In the entries below, find the lines that contain the word "Cherchali" and copy them.
══ Provided data ══
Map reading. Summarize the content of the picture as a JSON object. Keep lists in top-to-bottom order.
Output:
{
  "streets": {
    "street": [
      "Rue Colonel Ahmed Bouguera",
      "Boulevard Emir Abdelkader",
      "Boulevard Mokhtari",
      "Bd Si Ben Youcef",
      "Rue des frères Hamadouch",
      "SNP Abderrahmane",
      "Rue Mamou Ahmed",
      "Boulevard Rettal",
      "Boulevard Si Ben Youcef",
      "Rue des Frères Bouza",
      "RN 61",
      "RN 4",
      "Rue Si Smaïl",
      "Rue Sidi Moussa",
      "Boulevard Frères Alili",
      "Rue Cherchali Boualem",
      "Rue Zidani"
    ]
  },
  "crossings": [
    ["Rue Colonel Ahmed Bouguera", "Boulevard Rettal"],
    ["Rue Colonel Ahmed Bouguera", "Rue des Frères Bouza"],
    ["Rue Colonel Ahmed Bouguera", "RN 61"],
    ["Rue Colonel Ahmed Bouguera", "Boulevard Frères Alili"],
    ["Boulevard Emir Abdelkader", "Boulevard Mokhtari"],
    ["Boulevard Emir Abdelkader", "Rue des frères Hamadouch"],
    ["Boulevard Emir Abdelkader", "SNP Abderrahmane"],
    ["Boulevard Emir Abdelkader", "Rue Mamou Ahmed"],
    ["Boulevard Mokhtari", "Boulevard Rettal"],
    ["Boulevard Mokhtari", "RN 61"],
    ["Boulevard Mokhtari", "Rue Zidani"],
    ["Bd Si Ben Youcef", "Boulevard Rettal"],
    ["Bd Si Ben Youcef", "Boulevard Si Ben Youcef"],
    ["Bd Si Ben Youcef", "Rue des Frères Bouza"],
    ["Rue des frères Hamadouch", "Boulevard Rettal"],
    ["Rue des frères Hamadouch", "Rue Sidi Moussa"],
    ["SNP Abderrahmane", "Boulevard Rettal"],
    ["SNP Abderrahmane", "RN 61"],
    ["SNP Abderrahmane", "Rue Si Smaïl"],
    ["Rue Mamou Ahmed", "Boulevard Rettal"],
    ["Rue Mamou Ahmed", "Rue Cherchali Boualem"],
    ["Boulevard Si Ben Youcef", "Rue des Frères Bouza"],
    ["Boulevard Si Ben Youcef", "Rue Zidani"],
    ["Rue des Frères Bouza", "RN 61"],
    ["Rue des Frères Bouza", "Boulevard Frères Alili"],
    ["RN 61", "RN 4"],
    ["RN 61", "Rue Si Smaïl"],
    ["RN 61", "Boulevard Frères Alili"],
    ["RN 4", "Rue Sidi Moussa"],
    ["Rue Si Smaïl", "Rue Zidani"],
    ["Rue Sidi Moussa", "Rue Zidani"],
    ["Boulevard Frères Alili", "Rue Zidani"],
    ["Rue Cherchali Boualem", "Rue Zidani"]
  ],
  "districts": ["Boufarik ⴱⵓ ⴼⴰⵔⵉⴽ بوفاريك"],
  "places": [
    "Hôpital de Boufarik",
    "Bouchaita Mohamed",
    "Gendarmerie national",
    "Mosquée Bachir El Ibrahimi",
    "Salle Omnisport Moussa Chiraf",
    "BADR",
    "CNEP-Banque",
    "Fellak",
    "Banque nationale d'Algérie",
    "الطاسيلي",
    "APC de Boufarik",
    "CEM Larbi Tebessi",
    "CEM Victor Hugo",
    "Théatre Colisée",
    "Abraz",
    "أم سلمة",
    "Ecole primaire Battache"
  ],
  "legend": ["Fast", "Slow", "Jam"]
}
═══
#### [Written solution]
      "Rue Cherchali Boualem",
    ["Rue Mamou Ahmed", "Rue Cherchali Boualem"],
    ["Rue Cherchali Boualem", "Rue Zidani"]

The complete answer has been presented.